=======================================
 Release notes for PyTables 2.1 series
=======================================

:Author: Francesc Alted i Abad
:Contact: faltet@pytables.com
:Author: Ivan Vilata i Balaguer
:Contact: ivan@selidor.net


Changes from 2.1rc2 to 2.1 final
================================

- Added new section in Chapter 5 "Optimization tips" of the User's
  Manual about chunksize fine-tuning and completely rewritten the
  section of "Accelerating your searches", also in Chapter 5.

- When an attribute with an unsupported data type is found in a file, a
  ``DataTypeWarning`` is issued now, instead of aborting with a NumPy
  error, as before.  This way users can deal with more variety of native
  HDF5 files, even though some attributes might remain unreachable.
  Closes #200.


Changes from 2.1rc1 to 2.1rc2
=============================

- Now the complete test suite pass in big-endian machines (tested with
  PowerPC/MacOSX).  Closes #191.

- During the modification of values in tables with indexed columns in
  the context of iterators, the columns are not re-indexed when the I/O
  buffer is full anymore, but after the iterator has completed.  This
  allows for much better performance when keeping the indexes updated.
  Closes #141.

- Fixed a problem in the condition cache when handling dirty indexes.
  Closes #193.

- While auto-index mode was off, incorrect results for indexed queries
  were returned after appending rows to indexed tables.  Closes #194.

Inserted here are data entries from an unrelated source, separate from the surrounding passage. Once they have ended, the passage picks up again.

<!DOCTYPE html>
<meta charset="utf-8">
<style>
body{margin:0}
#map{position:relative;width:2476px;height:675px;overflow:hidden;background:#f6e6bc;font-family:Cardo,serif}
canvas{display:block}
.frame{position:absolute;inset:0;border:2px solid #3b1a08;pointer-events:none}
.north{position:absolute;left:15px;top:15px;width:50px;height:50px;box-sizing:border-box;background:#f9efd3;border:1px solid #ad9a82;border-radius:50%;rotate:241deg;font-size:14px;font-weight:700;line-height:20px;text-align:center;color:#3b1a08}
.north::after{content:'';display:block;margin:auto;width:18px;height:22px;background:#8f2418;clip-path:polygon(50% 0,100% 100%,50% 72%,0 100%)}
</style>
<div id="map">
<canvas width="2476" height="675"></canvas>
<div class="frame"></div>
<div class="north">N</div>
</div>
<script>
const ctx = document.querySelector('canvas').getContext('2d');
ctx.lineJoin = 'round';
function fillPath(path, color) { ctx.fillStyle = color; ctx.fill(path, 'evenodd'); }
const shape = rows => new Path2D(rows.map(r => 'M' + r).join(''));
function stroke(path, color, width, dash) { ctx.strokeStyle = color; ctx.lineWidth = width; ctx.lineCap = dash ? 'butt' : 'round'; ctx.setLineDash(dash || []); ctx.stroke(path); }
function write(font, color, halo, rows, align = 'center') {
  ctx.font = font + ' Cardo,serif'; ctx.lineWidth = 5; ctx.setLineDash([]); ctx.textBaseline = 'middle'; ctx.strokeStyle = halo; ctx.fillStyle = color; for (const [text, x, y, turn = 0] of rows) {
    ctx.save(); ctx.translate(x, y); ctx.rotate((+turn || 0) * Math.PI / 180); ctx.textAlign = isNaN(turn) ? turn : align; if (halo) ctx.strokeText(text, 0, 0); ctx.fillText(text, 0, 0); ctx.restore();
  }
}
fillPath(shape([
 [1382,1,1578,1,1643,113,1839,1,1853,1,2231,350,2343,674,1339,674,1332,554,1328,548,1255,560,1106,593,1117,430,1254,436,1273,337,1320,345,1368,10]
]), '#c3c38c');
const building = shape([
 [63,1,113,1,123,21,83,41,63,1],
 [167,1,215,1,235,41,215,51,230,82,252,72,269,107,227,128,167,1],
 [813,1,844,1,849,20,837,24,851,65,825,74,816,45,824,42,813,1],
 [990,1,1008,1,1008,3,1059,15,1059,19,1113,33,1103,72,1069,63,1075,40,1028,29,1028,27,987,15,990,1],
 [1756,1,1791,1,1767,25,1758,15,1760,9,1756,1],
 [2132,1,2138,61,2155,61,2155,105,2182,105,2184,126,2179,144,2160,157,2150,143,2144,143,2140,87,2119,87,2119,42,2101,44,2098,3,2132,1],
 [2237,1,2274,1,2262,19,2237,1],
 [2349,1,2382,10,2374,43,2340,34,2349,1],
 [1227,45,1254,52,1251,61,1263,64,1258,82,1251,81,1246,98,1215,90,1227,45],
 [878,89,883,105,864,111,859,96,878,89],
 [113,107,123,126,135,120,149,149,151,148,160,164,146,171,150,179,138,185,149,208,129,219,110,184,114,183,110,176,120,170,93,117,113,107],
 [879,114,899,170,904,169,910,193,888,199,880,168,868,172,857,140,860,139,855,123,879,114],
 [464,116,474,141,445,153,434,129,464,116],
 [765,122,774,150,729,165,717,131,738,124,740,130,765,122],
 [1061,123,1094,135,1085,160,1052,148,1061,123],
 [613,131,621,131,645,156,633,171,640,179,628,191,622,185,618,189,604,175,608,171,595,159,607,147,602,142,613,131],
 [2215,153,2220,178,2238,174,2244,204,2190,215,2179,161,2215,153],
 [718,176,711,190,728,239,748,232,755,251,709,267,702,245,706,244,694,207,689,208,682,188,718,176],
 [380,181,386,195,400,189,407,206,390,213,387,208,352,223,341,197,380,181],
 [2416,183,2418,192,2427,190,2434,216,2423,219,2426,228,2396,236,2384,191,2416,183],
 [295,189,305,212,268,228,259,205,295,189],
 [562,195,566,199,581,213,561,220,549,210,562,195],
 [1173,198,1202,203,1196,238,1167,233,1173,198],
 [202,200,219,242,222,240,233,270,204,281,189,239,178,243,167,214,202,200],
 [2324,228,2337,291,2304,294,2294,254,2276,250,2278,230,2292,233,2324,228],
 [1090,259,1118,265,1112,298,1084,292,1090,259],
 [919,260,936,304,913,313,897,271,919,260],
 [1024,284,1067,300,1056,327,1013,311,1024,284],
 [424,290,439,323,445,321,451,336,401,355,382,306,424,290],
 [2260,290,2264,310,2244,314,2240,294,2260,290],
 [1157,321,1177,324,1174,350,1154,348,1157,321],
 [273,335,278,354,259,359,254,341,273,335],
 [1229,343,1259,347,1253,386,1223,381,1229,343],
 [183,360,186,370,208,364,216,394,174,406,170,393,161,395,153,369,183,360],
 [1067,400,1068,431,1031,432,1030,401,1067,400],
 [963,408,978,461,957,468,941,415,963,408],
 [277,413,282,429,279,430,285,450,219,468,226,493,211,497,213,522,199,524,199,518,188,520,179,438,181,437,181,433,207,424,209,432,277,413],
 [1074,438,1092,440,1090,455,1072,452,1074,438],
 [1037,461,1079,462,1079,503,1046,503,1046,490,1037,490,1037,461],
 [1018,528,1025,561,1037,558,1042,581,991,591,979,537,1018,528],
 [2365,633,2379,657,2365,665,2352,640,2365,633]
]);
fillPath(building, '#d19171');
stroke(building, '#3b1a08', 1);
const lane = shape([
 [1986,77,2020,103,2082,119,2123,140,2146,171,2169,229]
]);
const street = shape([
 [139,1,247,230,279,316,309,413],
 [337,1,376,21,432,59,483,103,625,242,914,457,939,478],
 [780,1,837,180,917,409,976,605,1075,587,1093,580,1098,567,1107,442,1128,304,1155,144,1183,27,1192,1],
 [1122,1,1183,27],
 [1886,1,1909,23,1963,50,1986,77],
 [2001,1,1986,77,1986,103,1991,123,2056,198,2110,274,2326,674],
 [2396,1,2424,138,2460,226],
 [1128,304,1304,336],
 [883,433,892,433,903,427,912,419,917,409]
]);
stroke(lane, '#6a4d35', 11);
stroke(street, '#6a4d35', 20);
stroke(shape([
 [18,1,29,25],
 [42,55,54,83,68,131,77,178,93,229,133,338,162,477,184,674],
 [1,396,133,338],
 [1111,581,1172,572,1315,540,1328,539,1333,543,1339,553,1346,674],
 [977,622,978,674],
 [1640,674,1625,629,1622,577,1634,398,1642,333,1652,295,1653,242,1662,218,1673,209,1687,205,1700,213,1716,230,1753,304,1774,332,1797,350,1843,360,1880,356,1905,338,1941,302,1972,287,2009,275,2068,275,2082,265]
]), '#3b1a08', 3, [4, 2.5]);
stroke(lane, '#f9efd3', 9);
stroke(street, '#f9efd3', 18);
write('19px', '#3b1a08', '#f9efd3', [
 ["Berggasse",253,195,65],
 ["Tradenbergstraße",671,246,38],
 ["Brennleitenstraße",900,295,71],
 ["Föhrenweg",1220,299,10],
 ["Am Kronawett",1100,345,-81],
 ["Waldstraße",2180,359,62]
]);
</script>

- Fixed an bug that prevented the use of `ptrepack` on other leaves than
  `Table`.  Closes #195.

- New functions added to included Numexpr module.  These are: `log`,
  `log10`, `log1p`, `exp`, `expm1`, `arcsinh`, `arccosh` and `arctanh`.
  As a consequence, these can be used now in in-kernel and indexed
  expressions.  Closes #196.

- Fixed a problem with indexes that behaved incorrectly when updated
  after a query (a sync cache problem).  Closes #197.

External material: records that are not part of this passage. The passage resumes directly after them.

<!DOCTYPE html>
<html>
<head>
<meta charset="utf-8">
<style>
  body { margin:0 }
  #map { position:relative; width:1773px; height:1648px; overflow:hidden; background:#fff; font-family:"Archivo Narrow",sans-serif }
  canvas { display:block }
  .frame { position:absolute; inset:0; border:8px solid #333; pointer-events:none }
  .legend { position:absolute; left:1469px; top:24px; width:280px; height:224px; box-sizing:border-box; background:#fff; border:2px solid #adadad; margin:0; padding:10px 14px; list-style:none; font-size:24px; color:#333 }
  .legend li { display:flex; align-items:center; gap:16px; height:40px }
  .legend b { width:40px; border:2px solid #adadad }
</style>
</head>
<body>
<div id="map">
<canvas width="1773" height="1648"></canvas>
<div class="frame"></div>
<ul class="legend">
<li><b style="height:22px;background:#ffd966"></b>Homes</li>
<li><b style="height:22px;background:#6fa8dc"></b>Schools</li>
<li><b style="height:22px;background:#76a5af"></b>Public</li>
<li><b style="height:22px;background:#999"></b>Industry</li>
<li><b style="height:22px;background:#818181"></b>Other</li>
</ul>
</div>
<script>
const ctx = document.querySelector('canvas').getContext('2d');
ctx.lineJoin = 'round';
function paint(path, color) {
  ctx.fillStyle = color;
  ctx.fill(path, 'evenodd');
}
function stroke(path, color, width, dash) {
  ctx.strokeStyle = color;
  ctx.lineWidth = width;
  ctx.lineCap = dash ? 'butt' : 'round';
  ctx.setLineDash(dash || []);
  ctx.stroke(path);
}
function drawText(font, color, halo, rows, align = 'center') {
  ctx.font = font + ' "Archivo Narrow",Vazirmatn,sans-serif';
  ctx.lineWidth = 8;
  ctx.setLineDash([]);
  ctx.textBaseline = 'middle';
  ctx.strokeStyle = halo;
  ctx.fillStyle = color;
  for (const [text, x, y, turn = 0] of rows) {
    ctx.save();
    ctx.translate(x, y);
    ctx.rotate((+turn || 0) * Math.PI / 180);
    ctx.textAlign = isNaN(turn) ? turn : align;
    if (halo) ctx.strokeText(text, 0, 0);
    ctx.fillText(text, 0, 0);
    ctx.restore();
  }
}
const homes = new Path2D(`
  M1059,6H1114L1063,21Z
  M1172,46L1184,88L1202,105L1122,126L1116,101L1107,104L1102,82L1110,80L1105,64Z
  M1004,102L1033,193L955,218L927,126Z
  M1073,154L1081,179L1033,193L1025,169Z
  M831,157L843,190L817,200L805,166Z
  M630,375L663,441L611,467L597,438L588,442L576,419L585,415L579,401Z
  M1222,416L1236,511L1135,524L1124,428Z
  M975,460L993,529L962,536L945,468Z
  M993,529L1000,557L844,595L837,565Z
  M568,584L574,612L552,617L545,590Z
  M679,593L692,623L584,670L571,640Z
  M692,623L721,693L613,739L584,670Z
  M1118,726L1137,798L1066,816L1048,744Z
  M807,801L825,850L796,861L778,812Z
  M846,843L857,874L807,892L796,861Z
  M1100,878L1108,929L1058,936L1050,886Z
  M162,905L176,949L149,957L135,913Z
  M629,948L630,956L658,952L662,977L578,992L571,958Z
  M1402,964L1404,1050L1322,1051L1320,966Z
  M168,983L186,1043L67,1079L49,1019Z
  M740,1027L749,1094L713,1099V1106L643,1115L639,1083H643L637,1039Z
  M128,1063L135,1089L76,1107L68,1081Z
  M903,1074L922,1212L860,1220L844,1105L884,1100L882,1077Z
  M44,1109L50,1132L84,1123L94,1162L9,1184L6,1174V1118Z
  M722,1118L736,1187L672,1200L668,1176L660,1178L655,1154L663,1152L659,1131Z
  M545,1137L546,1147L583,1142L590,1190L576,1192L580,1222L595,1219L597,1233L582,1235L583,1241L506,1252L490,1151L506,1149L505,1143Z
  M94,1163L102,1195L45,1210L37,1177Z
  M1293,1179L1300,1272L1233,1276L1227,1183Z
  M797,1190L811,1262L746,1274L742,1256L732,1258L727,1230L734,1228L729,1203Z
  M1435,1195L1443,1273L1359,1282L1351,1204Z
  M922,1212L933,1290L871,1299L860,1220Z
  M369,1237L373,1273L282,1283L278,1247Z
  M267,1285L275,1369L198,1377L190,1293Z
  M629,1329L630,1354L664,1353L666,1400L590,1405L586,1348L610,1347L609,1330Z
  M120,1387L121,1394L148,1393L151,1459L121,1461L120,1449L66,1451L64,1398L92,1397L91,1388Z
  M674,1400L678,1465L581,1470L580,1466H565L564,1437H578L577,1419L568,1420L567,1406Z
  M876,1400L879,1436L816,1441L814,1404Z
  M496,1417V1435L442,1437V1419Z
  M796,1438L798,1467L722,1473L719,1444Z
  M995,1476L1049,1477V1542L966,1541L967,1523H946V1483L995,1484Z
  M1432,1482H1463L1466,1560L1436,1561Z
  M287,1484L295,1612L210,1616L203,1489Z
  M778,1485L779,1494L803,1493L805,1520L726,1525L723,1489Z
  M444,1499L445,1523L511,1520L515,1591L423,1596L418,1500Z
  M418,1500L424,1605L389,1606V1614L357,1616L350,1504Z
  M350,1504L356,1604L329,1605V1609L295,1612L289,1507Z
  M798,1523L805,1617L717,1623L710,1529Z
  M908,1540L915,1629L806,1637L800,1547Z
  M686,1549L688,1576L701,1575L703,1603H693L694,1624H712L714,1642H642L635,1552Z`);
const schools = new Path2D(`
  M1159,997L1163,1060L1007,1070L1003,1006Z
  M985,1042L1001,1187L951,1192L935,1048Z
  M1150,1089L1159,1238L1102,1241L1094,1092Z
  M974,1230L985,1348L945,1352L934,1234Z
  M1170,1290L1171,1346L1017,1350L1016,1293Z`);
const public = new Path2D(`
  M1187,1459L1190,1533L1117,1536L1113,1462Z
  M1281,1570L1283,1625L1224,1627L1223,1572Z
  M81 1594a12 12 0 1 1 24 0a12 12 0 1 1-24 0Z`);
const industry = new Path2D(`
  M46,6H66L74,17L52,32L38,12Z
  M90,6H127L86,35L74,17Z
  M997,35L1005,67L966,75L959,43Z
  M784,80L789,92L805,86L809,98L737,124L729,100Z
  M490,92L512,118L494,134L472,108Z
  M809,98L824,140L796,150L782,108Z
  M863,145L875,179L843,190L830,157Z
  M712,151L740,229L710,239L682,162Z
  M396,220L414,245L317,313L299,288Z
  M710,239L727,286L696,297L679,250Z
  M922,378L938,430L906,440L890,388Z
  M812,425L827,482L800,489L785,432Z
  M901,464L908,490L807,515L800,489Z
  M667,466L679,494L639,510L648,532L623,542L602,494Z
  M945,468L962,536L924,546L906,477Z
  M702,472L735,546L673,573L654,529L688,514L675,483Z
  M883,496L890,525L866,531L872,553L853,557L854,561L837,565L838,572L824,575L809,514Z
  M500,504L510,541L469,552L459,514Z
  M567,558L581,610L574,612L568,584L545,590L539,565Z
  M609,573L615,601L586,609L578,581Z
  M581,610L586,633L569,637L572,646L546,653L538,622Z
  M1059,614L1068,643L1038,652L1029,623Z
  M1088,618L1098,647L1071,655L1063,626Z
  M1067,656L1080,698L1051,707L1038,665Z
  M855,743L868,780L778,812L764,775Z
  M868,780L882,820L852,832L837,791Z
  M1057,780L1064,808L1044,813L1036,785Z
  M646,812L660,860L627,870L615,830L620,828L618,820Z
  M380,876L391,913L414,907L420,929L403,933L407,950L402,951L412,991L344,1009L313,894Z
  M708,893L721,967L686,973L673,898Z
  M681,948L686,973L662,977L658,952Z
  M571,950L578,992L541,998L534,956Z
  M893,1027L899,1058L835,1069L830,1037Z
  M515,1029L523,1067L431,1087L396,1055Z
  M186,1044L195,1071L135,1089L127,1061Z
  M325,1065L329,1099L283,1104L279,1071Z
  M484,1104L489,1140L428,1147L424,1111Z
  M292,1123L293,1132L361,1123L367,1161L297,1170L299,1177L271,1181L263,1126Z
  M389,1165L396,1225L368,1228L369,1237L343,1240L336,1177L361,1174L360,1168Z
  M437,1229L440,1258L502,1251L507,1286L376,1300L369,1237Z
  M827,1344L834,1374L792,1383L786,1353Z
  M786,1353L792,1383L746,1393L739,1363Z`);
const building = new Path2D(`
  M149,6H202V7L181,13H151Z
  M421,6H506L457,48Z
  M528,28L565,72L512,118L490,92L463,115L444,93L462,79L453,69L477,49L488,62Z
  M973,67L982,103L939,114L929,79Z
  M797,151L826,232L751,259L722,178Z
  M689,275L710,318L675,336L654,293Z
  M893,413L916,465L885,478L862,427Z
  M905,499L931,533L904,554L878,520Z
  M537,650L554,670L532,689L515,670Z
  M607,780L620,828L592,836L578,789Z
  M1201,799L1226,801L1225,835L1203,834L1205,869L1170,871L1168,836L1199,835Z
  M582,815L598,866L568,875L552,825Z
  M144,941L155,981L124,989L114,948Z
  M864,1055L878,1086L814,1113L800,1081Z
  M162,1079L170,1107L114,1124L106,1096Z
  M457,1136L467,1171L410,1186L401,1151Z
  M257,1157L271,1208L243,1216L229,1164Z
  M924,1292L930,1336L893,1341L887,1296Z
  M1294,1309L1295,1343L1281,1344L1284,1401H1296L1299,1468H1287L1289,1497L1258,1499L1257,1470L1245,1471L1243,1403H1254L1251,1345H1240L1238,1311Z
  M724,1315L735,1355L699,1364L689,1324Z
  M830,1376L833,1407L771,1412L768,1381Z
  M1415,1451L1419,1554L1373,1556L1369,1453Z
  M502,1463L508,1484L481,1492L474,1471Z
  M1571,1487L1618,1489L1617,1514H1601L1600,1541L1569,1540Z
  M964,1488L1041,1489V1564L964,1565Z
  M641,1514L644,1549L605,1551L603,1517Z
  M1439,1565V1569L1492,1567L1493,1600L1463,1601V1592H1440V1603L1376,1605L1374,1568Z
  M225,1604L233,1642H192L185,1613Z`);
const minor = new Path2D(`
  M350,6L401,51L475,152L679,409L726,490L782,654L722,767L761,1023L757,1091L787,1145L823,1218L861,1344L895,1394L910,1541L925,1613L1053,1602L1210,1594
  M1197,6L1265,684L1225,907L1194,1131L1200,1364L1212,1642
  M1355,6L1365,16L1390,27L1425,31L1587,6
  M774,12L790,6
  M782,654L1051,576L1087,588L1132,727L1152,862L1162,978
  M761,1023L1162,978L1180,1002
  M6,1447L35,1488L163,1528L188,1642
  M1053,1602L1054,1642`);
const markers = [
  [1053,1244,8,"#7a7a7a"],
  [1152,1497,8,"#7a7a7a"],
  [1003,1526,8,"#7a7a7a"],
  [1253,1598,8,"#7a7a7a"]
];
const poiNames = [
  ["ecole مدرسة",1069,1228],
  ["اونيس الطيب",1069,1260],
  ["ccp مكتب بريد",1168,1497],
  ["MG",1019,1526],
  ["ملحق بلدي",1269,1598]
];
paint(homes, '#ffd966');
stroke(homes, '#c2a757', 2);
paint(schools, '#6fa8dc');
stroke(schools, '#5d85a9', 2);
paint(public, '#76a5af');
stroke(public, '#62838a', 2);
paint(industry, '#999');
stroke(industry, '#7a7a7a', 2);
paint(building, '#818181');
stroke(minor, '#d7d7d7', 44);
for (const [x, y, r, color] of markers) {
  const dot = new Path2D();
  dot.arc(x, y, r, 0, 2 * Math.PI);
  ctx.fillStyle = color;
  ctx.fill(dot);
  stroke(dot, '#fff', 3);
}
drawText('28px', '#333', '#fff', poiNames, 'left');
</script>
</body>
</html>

- The installer for Pro now recognizes previous installations and ask
  permision for uninstalling them before proceed.  Closes #192.


Changes from 2.0.4 to 2.1
=========================

Main improvements
-----------------

- Now, when opening a node, that will be done directly (i.e. without
  populating first all the parent directories).  So, for opening
  pre-known group and leaf locations, the new code is *much* faster.

- The creation of different nodes has been optimized too.  For
  example, creating a new EArray/CArray can be 2x faster and creating
  a Table object up to 5x faster.

- Added new section in Chapter 5 "Optimization tips" of the User's
  Manual about chunksize fine-tuning and completely rewritten the
  section of "Accelerating your searches", also in Chapter 5.

- Added a ``PYTABLES_SYS_ATTRS`` parameter that allows to switch on and
  off the creation of PyTables system attributes in datasets.  This way
  the resulting files are not too PyTables specific.  Moreover, the
  creation speed of datasets is faster too.  Closes #190.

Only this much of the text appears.